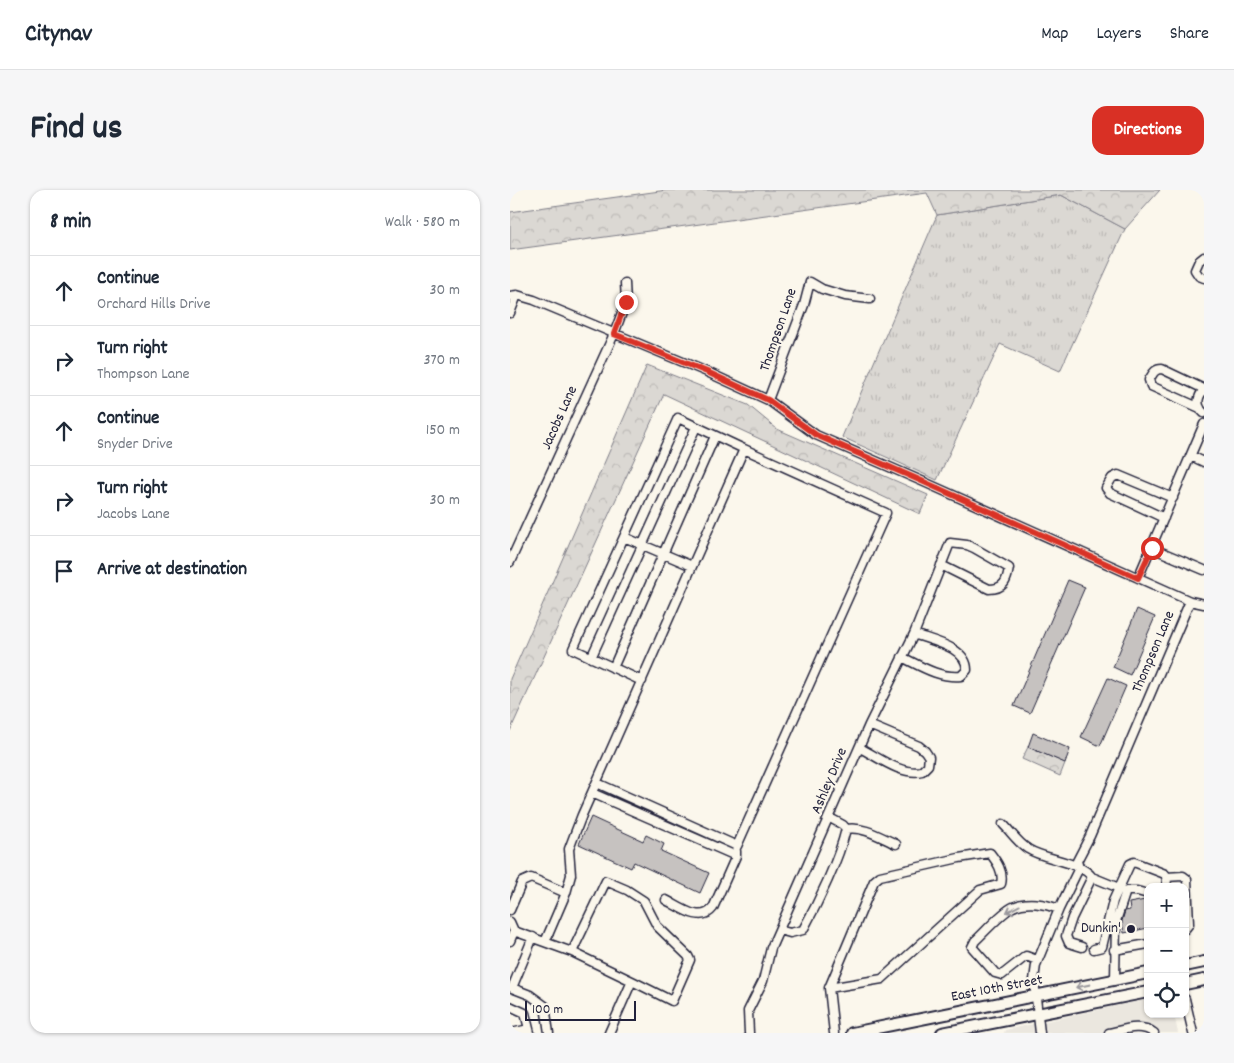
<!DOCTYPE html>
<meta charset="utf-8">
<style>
:root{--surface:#fff;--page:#f6f6f7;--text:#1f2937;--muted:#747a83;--line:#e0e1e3;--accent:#d93025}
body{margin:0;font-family:Dekko,sans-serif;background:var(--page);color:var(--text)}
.controls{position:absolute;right:15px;bottom:15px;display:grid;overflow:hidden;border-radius:10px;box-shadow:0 1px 4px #0004}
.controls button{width:45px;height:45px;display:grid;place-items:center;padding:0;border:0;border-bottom:1px solid var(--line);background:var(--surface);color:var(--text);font:25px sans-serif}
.scale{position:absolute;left:15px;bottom:12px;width:111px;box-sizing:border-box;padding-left:5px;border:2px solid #22223b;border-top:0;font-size:14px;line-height:18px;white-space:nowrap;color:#22223b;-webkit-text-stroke:4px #fbf7ec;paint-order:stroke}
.stop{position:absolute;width:15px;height:15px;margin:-11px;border:4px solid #d93025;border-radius:50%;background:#fff}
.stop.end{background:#d93025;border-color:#fff;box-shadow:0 1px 5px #0008}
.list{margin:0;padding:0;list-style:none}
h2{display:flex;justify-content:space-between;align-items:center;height:65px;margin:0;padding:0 20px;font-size:21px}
h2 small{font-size:16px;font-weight:400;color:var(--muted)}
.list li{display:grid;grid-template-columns:32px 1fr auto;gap:15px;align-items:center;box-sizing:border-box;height:70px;padding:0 20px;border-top:1px solid var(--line)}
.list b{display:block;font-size:19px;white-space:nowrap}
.list p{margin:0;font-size:16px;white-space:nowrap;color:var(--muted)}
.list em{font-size:16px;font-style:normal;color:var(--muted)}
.icon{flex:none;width:28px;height:28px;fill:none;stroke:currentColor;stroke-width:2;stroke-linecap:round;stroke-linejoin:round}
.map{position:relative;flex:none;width:694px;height:843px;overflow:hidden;border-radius:15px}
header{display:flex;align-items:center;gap:30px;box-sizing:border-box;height:70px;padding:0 25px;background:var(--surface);border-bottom:1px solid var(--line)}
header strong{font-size:24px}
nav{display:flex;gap:28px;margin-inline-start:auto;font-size:18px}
.intro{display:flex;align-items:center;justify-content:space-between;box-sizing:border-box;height:120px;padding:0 30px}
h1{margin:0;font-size:35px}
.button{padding:12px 22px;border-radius:15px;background:var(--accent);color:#fff;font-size:18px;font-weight:700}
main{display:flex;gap:30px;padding:0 30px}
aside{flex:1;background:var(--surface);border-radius:15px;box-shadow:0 1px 4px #0004}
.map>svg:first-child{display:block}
</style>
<header>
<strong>Citynav</strong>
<nav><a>Map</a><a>Layers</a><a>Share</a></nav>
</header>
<div class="intro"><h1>Find us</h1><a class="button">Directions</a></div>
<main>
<aside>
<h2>8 min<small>Walk · 580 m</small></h2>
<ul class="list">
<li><svg class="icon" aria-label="ahead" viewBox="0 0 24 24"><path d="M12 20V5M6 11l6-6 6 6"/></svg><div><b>Continue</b><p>Orchard Hills Drive</p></div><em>30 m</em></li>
<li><svg class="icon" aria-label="right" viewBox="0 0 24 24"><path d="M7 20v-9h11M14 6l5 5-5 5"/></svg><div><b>Turn right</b><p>Thompson Lane</p></div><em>370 m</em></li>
<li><svg class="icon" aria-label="ahead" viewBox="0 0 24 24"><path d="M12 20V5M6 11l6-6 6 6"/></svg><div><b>Continue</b><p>Snyder Drive</p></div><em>150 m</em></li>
<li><svg class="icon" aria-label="right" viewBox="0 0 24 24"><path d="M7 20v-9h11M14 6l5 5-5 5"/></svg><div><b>Turn right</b><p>Jacobs Lane</p></div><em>30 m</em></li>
<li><svg class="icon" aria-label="arrive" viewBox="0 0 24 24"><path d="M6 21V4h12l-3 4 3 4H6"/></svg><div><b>Arrive at destination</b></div></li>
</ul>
</aside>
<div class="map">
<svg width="694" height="843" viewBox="0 0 694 843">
<defs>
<pattern id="grass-tufts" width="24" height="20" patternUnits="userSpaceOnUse" patternTransform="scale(1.25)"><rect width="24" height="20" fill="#dbd8d3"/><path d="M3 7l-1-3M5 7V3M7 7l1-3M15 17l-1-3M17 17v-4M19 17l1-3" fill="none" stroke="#bcb9b6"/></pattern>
<pattern id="forest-crowns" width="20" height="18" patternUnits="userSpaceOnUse" patternTransform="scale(1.25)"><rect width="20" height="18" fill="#dbd8d3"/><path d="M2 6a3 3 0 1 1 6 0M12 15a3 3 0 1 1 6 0" fill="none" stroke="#bcb9b6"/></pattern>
</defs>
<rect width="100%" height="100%" fill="#fbf7ec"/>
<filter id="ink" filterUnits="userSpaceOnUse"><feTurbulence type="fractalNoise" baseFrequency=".02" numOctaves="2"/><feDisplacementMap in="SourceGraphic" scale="10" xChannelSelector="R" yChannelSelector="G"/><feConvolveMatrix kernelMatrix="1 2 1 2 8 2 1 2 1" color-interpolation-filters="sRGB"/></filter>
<g filter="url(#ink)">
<path fill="#ebe7df" d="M638 809V824H664L668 843H494L495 840Z"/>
<path fill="url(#grass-tufts)" stroke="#7e7d87" d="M551 5 615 39 550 181 490 154 427 290 332 247 427 25Z"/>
<path fill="url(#forest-crowns)" stroke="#7e7d87" d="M157 0H650L615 39 551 5 427 25 417 3 0 60V22Z
M137 175 238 215 267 239 418 305 410 324 154 204 0 541V489Z
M518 557 555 573 550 586 512 569Z"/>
<path fill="#c6c2c0" stroke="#22223b" d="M558 390 575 397 520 523 504 516Z
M627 419 645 427 620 485 603 477Z
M598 488 616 496 590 556 571 547Z
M523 543 560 559 555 573 518 557Z
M81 627 133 651 136 645 154 654 151 661 199 683 190 703 124 672 121 678 69 654Z
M635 710 638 722V738L614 743 612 731 615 721 620 720 619 713Z"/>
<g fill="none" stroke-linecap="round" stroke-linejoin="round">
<g stroke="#22223b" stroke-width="11">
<path id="minor" d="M694 67 689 71 685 80 689 86 694 88
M0 106 7 105 24 110 197 182 258 210
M360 109 335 106 312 99 300 92 294 115 258 210 306 245 414 292 680 411 580 646 567 671 569 678 549 719 526 775 524 790 530 843
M0 123 7 105
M694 200C687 207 686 216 694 223
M690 218 641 196 639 190C643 184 644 179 652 179L694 199
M681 266 694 272
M654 328 600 303 596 298 602 288 608 285 663 308
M114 347 182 376
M642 358 694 380
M0 372 104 144 116 112 115 93
M628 388 694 234
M680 411 694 414
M392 467C412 477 429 488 451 486L457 480C457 457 422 451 404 444
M81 468 186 237
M103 478 205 246
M132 491 63 459 168 228 234 259
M350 558C368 567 392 586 412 581L418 575 419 567 415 561 409 556 359 535
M82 603 226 666
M493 634C501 642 508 653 518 659 535 670 570 671 582 687L562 728 556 746 559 753 572 757
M336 639C354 636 370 647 386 654
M582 687 609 698
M656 687 673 686 677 689 679 734 675 739
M156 710C170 717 191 734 203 718L226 666V661
M0 720 12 692 21 688 56 703 61 685 59 659 72 625 234 259 376 323 227 656 87 593
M0 732 4 741 0 751
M269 740 280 743 293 740C308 713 329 669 336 639L333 635 320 628
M4 741 62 762 122 791 99 843
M23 747 2 798 20 805 35 816 39 843
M35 752 56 703
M584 759 592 757 603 711 620 674 624 672 655 684 657 689 656 697
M604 760 638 754
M62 762 96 691 117 700 134 711 147 736 178 766 180 770 162 811 122 791
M527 770 516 766 492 785 485 783 462 757 465 751C475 742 492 722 503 717 517 710 536 714 549 719
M605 790 606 731 616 701H627L638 704
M319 798 372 789 470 700 491 694C494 682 487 672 480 663L449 668 370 686 364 691 319 798 324 843
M675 809 683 843
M0 816 15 823 20 843
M1 843 19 839
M239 843 238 821 253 791 261 758 359 535 404 444 440 353 457 355 464 358 499 378C497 391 494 399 479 399L431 375
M599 843C613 840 631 833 644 843"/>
</g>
<g stroke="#22223b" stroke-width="14">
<path id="major" d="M675 776 694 772
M675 794 694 790
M342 843 638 783
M432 843 638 802"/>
</g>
<use href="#minor" stroke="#fbf7ec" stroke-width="8"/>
<use href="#major" stroke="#fbf7ec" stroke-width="10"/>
</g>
<defs><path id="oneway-shaft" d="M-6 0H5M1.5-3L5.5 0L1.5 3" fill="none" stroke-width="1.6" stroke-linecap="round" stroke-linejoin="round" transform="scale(1.25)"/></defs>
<g stroke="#99979c">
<use href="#oneway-shaft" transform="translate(503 719) rotate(152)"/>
<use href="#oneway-shaft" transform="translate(573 796) rotate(168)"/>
</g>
</g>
<g fill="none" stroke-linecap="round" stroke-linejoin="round" filter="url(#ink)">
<path stroke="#d93025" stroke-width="6" d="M116 112 104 144 197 182 258 210 306 245 414 292 628 388 642 358"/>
</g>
<circle fill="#22223b" stroke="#fbf7ec" stroke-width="2" cx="621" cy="739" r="5"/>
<g text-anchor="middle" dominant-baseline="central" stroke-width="4.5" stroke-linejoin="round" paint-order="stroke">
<g font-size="15" fill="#22223b" stroke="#fbf7ec">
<text transform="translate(269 140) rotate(-71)">Thompson Lane</text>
<text transform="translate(50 228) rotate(-66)">Jacobs Lane</text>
<text transform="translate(644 462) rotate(-67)">Thompson Lane</text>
<text transform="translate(320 591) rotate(-67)">Ashley Drive</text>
<text transform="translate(487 799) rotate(-11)">East 10th Street</text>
</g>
<g font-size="15" fill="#22223b" stroke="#fbf7ec" text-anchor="end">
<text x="611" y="739">Dunkin'</text>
</g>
</g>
</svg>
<div class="controls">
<button>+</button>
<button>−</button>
<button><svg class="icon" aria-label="locate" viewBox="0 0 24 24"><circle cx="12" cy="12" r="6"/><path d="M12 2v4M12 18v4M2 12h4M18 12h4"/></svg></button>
</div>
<div class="scale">100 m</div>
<div class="stop" style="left:642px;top:358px"></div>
<div class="stop end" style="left:116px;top:112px"></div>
</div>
</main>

........

TASK TO CARRY OUT: Return every line of the material in which the word "bottom" is found.

WRITTEN ANSWER:
.controls{position:absolute;right:15px;bottom:15px;display:grid;overflow:hidden;border-radius:10px;box-shadow:0 1px 4px #0004}
.controls button{width:45px;height:45px;display:grid;place-items:center;padding:0;border:0;border-bottom:1px solid var(--line);background:var(--surface);color:var(--text);font:25px sans-serif}
.scale{position:absolute;left:15px;bottom:12px;width:111px;box-sizing:border-box;padding-left:5px;border:2px solid #22223b;border-top:0;font-size:14px;line-height:18px;white-space:nowrap;color:#22223b;-webkit-text-stroke:4px #fbf7ec;paint-order:stroke}
header{display:flex;align-items:center;gap:30px;box-sizing:border-box;height:70px;padding:0 25px;background:var(--surface);border-bottom:1px solid var(--line)}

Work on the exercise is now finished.